On Wed, 14 Dec 2022 at 07:09, Arnaud Spiwack <arnaud.spiwack at tweag.io>
wrote:

> Dear all,
>
> Proposal https://github.com/ghc-proposals/ghc-proposals/pull/532
> Rendered link for the proposal (although several other files are
> modified):
> https://github.com/Ericson2314/ghc-proposals/blob/type-variables/proposals/0532-type-variable-scoping.rst
>
> John Ericson proposes to amend Richard's recent Modern Scoped Type
> Variables Proposal [
> https://github.com/ghc-proposals/ghc-proposals/blob/master/proposals/0448-type-variable-scoping.rst
> ]
>
> There are two essential parts to the change:
> 1. The Explicit Binding Principle is modified
> 2. Change the two extensions introduced by Proposal #285 [
> https://github.com/ghc-proposals/ghc-proposals/blob/master/proposals/0285-no-implicit-binds.rst
> ], -XImplicitForalls and -XPatternSignatureBinds (so that they can be
> deactivated), and consolidated in Richard's proposal (where
> -XPatternSignatureBinds is turned into a binding) into a single
> -XImplicitBinds extension
>
> ---------
>
> The new Explicit Binding Principle is now somewhat stronger, in that it
> requires that there is a form with an explicit binder which “regardless of
> the context, is unambiguously a binding site”.  The Lexical Binding
> Principle is changed, as well, to refer to this new change but it's not
> substantial.
>
> I personally don't think this change to the principles is valuable, it
> simply blurs the distinction between the Explicit Binding Principle and the
> Lexical Binding Principle. I find the current phrasing more useful. And I
> don't think the semantics of the conjunction is actually changed. So I
> recommend that we reject the changes to the Principles.
>
> ------------
>
> John makes a good point: `-XPatternSignature` being a warning has a
> limitation. This is pointed out in section “Unified Namespacing and
> extension monotonicity” of the patch to the Modern Scoped Type Variables
> Proposal. Namely that  in
>
> t = Int
> (x :: t) = 0
>
> The current semantics is to have `t` be a binder (because `t` is not bound
> in the type namespace). If we add a warning for pattern signatures binders,
> `t` will still be a binder. But we are starting to introduce a new
> semantics where failing to lookup `t` in the type namespace, we will fall
> back to look it up in the term namespace instead. The current semantics of
> considering `t` a binder in this case is at odds with the fallback
> strategy. (crucially for this recommendation, the same issue occurs in
> signatures where `forall`-s are implicitly inferred)
>
> (Context: At the time where #285 was proposed, I was in favour of a single
> extension. Simon PJ strongly pushed for two extensions.)
>
> My inclination today is that we have a choice: we can either
> - consider the problem above to be a serious issue, in which case we
> probably want to eventually deprecate both implicit foralls and pattern
> signature binds. If this is the case, then they should be gated behind an
> extension (see also the discussion on the meaning of extensions that we're
> currently having). I find it healthy to have a single extension for both
> features because the problem that the extension is solving is the same,
> hence, in this case, I recommend accepting the changes.

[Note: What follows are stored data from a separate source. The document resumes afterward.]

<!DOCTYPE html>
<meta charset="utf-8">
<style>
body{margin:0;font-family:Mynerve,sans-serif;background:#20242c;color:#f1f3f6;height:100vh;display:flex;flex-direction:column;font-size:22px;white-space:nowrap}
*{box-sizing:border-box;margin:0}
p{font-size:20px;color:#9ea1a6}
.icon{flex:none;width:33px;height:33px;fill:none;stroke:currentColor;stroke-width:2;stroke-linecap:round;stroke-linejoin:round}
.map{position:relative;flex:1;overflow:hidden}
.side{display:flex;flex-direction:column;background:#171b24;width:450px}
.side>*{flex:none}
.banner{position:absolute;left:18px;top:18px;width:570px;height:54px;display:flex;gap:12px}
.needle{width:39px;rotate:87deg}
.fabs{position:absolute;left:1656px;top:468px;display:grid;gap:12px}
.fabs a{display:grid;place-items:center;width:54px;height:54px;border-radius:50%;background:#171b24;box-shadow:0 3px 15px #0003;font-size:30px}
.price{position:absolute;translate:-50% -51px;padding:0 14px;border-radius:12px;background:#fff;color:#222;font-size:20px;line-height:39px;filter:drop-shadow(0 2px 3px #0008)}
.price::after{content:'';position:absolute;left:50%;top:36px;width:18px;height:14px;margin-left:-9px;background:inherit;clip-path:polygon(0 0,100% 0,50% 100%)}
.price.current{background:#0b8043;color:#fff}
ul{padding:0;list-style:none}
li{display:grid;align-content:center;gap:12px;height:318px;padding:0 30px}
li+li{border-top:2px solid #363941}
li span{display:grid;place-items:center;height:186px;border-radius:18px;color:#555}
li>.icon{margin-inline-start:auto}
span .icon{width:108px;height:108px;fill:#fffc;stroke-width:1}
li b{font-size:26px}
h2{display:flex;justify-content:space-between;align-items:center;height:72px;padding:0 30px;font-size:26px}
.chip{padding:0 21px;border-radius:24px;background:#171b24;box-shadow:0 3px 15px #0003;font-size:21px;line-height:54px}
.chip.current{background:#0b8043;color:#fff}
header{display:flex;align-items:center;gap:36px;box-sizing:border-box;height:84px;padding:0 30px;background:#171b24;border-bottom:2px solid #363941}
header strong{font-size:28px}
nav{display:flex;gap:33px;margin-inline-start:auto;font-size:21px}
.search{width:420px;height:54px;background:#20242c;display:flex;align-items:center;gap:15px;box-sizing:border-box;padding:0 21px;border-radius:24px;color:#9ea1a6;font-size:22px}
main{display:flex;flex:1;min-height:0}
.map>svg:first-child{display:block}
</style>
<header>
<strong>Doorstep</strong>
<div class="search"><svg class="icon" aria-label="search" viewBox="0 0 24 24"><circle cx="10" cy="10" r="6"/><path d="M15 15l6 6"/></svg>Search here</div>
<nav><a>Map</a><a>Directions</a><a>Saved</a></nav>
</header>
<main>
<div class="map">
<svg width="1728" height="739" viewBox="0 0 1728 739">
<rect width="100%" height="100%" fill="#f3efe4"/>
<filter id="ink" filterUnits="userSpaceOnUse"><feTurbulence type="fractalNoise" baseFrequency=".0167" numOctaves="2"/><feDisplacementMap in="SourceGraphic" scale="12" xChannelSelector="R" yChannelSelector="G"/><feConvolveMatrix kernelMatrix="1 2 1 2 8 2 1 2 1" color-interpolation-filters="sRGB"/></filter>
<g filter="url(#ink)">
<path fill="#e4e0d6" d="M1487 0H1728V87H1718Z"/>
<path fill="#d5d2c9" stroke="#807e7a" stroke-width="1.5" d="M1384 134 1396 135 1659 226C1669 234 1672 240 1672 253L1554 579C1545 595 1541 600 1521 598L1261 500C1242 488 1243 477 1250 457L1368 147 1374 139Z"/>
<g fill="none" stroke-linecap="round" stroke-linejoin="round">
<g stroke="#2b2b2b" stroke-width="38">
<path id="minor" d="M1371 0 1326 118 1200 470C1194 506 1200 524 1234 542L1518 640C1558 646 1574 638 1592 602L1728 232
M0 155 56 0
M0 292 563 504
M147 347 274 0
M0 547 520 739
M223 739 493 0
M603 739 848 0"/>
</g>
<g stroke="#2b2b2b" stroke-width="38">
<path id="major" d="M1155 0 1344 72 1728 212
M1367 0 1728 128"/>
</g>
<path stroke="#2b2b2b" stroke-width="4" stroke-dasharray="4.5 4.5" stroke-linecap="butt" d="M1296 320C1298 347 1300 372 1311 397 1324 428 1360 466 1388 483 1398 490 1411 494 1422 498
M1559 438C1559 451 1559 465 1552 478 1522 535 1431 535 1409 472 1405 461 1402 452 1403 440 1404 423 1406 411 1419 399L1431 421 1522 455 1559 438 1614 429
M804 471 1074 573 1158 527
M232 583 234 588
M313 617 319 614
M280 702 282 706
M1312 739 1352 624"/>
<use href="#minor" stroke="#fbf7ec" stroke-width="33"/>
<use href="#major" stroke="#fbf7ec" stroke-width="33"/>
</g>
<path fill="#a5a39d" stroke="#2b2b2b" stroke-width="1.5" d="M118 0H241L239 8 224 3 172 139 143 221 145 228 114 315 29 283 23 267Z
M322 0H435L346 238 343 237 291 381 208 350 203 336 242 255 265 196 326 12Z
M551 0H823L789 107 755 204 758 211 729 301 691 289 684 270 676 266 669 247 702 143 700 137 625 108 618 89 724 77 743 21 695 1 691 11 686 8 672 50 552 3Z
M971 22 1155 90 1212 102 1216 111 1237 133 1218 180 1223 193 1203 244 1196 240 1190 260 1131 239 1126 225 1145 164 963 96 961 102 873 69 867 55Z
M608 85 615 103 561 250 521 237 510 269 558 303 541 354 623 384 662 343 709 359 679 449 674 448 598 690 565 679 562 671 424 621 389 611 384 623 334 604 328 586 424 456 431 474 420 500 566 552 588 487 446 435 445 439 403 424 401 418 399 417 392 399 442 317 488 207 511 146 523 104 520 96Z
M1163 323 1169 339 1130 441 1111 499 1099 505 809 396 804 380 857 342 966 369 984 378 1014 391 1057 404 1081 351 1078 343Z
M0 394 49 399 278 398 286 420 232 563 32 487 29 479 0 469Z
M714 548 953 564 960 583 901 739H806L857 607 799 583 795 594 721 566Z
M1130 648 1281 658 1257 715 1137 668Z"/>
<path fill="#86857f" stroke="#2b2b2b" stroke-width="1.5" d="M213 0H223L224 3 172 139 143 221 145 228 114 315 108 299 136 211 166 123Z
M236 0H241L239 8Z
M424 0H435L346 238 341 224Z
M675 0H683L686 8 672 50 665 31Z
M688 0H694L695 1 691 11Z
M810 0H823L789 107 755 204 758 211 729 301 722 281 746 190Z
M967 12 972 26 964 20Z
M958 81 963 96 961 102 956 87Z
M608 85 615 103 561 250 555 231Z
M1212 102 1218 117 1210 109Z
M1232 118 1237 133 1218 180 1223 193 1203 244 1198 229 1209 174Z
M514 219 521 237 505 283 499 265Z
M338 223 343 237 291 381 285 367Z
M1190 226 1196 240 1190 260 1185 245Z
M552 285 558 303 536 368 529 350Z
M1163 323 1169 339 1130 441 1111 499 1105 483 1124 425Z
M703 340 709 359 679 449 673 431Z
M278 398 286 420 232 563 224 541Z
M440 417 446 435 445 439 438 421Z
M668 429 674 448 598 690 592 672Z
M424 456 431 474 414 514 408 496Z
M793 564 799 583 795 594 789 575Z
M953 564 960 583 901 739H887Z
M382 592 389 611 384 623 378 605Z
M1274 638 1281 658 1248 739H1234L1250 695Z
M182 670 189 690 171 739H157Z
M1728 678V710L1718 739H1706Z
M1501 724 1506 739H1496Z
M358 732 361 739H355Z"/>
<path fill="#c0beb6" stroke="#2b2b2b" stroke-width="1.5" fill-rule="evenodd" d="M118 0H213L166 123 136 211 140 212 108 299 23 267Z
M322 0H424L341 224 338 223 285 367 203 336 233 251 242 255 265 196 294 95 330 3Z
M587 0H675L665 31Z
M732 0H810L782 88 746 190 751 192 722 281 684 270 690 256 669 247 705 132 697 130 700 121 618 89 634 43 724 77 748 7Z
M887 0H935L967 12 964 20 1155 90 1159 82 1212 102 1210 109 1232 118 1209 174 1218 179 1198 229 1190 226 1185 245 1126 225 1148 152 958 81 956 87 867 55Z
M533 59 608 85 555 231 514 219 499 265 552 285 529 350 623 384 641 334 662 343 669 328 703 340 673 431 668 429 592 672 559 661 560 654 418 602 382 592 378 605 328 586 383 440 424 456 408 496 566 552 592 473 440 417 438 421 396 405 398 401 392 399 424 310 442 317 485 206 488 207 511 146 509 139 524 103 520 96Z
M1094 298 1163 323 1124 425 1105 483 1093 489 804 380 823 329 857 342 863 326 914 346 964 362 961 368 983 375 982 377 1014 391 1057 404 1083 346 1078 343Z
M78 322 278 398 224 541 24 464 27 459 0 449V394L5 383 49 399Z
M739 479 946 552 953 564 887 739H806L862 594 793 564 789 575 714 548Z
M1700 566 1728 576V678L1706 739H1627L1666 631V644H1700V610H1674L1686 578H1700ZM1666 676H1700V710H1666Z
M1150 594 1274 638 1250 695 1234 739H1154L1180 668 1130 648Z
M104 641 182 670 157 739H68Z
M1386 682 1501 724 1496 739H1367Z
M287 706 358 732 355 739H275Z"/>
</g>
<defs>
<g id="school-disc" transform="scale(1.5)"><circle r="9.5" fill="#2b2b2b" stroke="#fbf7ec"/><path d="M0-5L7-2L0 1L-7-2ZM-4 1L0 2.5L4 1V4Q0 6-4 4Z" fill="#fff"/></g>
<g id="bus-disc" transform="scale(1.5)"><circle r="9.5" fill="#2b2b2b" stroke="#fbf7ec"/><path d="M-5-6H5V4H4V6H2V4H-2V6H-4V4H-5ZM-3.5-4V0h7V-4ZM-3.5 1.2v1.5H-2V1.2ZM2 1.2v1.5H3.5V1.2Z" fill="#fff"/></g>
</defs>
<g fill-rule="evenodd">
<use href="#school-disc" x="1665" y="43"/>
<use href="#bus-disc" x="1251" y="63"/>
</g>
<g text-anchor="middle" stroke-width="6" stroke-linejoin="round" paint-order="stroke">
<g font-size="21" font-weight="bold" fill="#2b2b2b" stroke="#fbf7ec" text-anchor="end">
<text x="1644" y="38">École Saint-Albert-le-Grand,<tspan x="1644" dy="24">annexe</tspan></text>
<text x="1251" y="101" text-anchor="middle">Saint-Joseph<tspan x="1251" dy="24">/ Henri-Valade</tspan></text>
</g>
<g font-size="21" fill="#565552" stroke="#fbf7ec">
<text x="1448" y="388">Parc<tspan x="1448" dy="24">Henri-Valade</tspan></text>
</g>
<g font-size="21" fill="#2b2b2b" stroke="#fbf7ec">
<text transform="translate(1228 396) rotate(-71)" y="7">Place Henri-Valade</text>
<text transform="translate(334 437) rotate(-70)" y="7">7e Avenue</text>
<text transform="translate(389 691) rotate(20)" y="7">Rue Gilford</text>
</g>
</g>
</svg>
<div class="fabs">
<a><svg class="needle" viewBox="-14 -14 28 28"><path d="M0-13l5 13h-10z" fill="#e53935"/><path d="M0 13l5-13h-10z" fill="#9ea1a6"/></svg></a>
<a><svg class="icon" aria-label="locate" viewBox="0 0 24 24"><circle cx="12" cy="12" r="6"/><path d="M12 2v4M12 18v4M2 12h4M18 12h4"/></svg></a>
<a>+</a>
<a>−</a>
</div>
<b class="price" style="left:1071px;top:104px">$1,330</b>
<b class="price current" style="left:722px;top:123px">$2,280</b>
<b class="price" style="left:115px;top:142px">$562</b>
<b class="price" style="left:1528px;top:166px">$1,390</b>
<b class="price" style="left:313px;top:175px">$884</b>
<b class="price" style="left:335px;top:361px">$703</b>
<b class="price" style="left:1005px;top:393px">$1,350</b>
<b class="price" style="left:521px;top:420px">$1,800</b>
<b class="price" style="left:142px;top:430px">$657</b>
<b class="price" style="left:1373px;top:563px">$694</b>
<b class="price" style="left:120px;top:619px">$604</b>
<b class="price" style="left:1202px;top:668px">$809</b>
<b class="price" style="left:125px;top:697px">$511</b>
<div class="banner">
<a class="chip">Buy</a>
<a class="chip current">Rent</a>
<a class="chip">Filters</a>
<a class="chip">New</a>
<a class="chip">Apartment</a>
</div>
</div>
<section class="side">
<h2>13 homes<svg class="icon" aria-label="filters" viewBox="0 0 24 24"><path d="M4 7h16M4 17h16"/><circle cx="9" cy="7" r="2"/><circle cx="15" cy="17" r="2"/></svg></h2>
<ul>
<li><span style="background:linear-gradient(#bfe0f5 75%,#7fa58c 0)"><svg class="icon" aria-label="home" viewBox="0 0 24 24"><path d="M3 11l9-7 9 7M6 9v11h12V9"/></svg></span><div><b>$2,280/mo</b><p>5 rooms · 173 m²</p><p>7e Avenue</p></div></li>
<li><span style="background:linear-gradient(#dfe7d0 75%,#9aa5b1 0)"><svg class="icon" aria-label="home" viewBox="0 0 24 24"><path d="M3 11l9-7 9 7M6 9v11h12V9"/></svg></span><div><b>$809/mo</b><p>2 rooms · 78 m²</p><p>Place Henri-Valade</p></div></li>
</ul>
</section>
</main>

> - be happy that the semantics is a little quirky, with the fallback
> happening only when an explicit forall is specified (and never in pattern
> signatures). In which case both should probably be warnings, it makes sense
> for the warnings to be separate categories as these are two different
> features. In this case I recommend rejection of the proposed changes.
>
> ------------
>
> I realise I'm leaving a big choice hanging. It's a big decision, I think,
> which we should weigh carefully (which is kind of funny because the
> proposed change itself is rather small).
>
> Personally, I'd be happy with all implicit foralls and pattern signature
> binds to be deprecated (so I'm actually taking a position I guess). But I'm
> not sure that it's super realistic considering the quantity of Haskell that
> has been written so far. I imagine that there are millions of implicit
> foralls on Hackage.
>
> PS: I'll be on holiday for the next three weeks (starting on Friday
> night), so you'll have a little while to debate this while I'm away.